Он имел в виду один из священных городов на Титикаке.

Три дня пешком... Навьюченные, как верблюды, сотни юношей и девушек, в одиночку или группами, шагали по шоссе.

– Вам часто приходится возить народ с озера? – задал вопрос Малко.

– Почти каждый день.

Малко подался немного вперед, чтобы в зеркале заднего обзора уловить выражение лица таксиста.

– Вы их привозите всегда?

Фридрих нахмурился, а затем засмеялся, хрипло и устало:

– Разумеется! И их всех привожу обратно, майн герр! На Альтиплано ничего интересного нет.

Малко не поддержал его смеха.

– А вот Джима Дугласа, американца, вы не привезли, – заметил он с деланным безразличием.

Глаза таксиста вдруг застыли под толстыми стеклами. Шоссе он больше не видел. Малко взглянул вперед и заметил на дороге двух индианок, тащивших на веревке черного поросенка. Фридрих смотрел на них как бы в бессознательном состоянии. Его «Импала» неслась прямо на женщин.
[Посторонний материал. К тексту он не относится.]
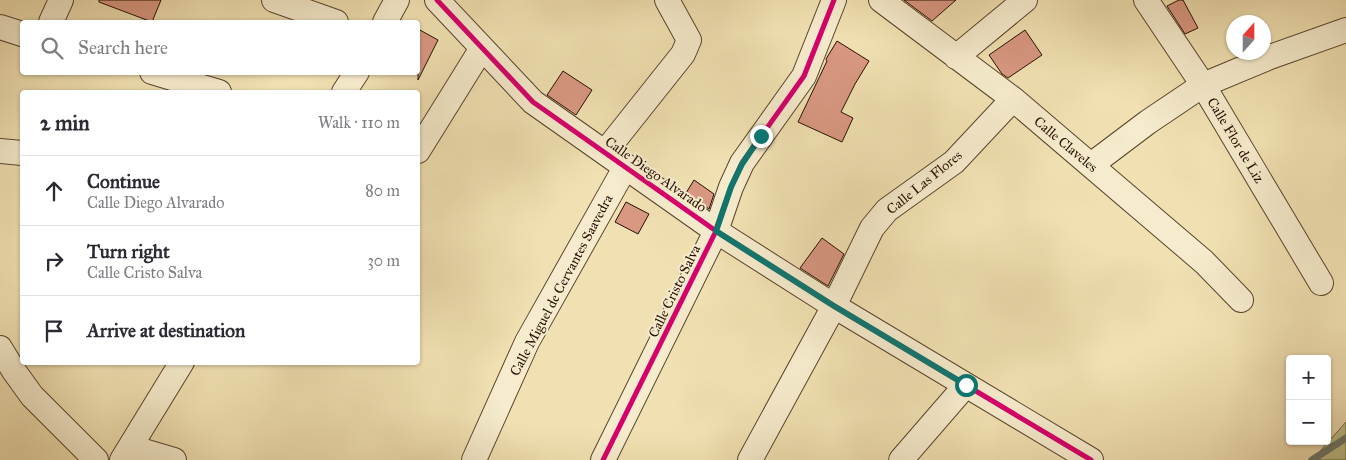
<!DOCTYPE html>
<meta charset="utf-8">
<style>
:root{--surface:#fff;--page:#f7f7f7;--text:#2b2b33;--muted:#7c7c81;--line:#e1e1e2}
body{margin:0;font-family:"IM FELL Great Primer",serif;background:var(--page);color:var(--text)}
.controls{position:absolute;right:15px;bottom:15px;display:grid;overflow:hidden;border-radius:5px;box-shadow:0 1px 4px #0004}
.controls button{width:45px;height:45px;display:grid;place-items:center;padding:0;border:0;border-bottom:1px solid var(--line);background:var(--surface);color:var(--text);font:25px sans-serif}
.compass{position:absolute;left:1226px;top:15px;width:45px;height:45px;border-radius:50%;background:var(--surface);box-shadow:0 1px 4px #0004;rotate:21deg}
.stop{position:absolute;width:15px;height:15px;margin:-11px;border:4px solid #0f766e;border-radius:50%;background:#fff}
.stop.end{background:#0f766e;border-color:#fff;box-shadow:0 1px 5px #0008}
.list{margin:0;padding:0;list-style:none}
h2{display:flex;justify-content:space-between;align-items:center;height:65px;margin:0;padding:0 20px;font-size:21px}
h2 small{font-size:16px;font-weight:400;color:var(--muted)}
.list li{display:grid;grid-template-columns:32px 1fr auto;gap:15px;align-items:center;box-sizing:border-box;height:70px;padding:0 20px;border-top:1px solid var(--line)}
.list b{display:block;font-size:19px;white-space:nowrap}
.list p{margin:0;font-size:16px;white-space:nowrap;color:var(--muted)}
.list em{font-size:16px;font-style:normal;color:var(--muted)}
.icon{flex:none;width:28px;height:28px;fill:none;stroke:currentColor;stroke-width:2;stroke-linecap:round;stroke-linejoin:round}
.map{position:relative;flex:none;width:1346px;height:460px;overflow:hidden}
.search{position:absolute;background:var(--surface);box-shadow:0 1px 4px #0004;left:20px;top:20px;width:400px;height:55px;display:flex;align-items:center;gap:12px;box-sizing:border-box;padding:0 18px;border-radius:5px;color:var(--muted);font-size:19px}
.panel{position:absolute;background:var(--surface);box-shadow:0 1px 4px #0004;left:20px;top:90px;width:400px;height:275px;border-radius:5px}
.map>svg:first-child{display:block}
</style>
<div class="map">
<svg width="1346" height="460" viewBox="0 0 1346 460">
<rect width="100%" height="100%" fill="#f1e1b2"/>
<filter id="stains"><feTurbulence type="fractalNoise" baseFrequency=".004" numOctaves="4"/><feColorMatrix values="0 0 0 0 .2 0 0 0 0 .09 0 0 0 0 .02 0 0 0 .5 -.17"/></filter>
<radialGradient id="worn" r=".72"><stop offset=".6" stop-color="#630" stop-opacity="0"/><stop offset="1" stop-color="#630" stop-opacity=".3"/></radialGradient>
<!-- green -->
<path fill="#bec189" stroke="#726844" d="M1346 422V460H1312Z"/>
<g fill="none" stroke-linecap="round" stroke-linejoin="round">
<!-- stream -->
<path stroke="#6d776c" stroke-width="7" d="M1312 460 1346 438"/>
</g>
<!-- building -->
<path fill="#d99882" stroke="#270f00" d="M99 0H161L152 22 99 2Z
M904 0H956L932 21Z
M1179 0H1183L1198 28 1185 34 1167 6Z
M418 29 438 40 418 80Z
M1025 30 1042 55 1008 78 1002 74 989 55Z
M837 41 869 61 855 84 841 112 853 118 842 142 798 122 827 61 826 59Z
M563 71 592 90 576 115 547 95Z
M694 180 714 194 709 209 686 193Z
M626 202 649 214 638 234 615 222Z
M822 238 844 254 828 286 800 268Z"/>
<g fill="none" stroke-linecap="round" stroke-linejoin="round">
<defs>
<path id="minor" d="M274 0 336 22
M437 0 533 102 716 231 834 306 1091 460
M881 0 1013 99 1204 262 1241 300
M1146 0 1203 85 1321 283
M51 22 61 0
M385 22 397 0
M0 27 22 34
M956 57 1025 0
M152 72 219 92
M344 92 357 72
M0 151 22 153
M418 151 482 48
M605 152 683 54 689 40 667 0
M1091 165 1148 122 1203 85 1270 57 1346 30
M0 348 14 371 32 396 96 460
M130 447 174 460
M122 460 182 362
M474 460 527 342 626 166
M603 460 716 231 731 187 742 163 804 76 834 0
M750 460 834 306 872 228 887 210 954 162 1013 99
M901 460 966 385"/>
</defs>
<!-- minor casing -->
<use href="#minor" stroke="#5a442c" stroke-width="26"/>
<!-- minor -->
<use href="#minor" stroke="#f6eccd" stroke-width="24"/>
<defs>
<path id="cycleway" d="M437 0 533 102 716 231 834 306 1091 460
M603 460 716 231 731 187 742 163 804 76 834 0"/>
</defs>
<!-- cycleway casing -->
<use href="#cycleway" stroke="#f6eccd" stroke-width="8"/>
<!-- cycleway -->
<use href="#cycleway" stroke="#d6006c" stroke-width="5"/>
</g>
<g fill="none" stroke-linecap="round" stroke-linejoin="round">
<!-- route -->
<path stroke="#0f766e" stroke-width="6" d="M761 136 742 164 731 187 716 231 834 306 966 385"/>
</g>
<g text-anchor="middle" stroke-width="4" stroke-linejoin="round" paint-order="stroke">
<!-- street labels -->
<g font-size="14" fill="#270f00" stroke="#f6eccd">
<text transform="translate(1236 140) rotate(59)" y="5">Calle Flor de Liz</text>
<text transform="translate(1066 144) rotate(40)" y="5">Calle Claveles</text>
<text transform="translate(656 174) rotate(35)" y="5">Calle Diego Alvarado</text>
<text transform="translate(924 182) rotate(-39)" y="5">Calle Las Flores</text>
<text transform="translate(561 285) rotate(-62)" y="5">Calle Miguel de Cervantes Saavedra</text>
<text transform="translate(674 291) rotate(-64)" y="5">Calle Cristo Salva</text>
</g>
</g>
<rect width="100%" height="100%" filter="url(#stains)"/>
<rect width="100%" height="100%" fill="url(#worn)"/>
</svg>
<div class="controls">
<button>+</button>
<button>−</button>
</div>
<svg class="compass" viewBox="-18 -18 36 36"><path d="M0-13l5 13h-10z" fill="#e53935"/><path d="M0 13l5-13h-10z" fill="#7c7c81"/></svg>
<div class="stop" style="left:966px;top:385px"></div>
<div class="stop end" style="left:761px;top:136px"></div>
<div class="search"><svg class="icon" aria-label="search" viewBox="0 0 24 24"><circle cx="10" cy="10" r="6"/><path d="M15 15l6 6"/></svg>Search here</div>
<section class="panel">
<h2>2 min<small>Walk · 110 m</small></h2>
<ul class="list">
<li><svg class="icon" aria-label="ahead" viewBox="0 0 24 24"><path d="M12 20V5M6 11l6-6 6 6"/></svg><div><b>Continue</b><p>Calle Diego Alvarado</p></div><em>80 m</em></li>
<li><svg class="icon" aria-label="right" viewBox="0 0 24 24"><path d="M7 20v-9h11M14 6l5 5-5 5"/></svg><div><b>Turn right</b><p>Calle Cristo Salva</p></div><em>30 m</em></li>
<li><svg class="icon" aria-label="arrive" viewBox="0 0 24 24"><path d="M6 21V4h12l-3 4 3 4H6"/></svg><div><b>Arrive at destination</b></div></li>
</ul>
</section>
</div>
– Осторожно! – крикнул Малко.

В последнюю секунду немец нажал на тормоза, и машина остановилась в клубах пыли. Одна из индианок отлетела в кювет вместе с черной свиньей, но сбитая левым крылом «Импалы» старуха упала на обочину. Страшно ругаясь, Фридрих заковылял к ней.

Сбежались работавшие неподалеку «чуло». Малко вылез из машины. Таксист достал двадцать песо (около двадцати долларов США) и протянул их старой индианке, не переставая осыпать ее бранью. Младшая индианка меланхолично протянула руку за деньгами.

Малко думал, что их сейчас линчуют, но никто из индейцев даже не пошевелил пальцем. Двадцать песо оказались достаточным выкупом за одну человеческую жизнь. Старуха же получила, как видно, довольно серьезную контузию. Но из-за бесчисленных юбок определять ее состояние было невозможно.

– Поехали, – буркнул Фридрих.

Они сели в машину. Немец сердито ворчал:

– Дуры! Так и лезут под колеса...

Малко спросил его:

– Вас выбил из колеи мой вопрос о Джиме Дугласе? Вы знаете, о ком я говорю... о парне с бородой, которого вы возили к дону Федерико Штурму.

Таксист снова сделался похожим на старую сердитую сову.

– Не понимаю, о ком вы говорите... Столько всякого народа приходится возить на Титикаку.

– Да, конечно... Но этот парень так и не вернулся, – безжалостно отметил Малко. – Мне известно, что вы отвезли его к дону Федерико. Но после этого никто его больше не видел.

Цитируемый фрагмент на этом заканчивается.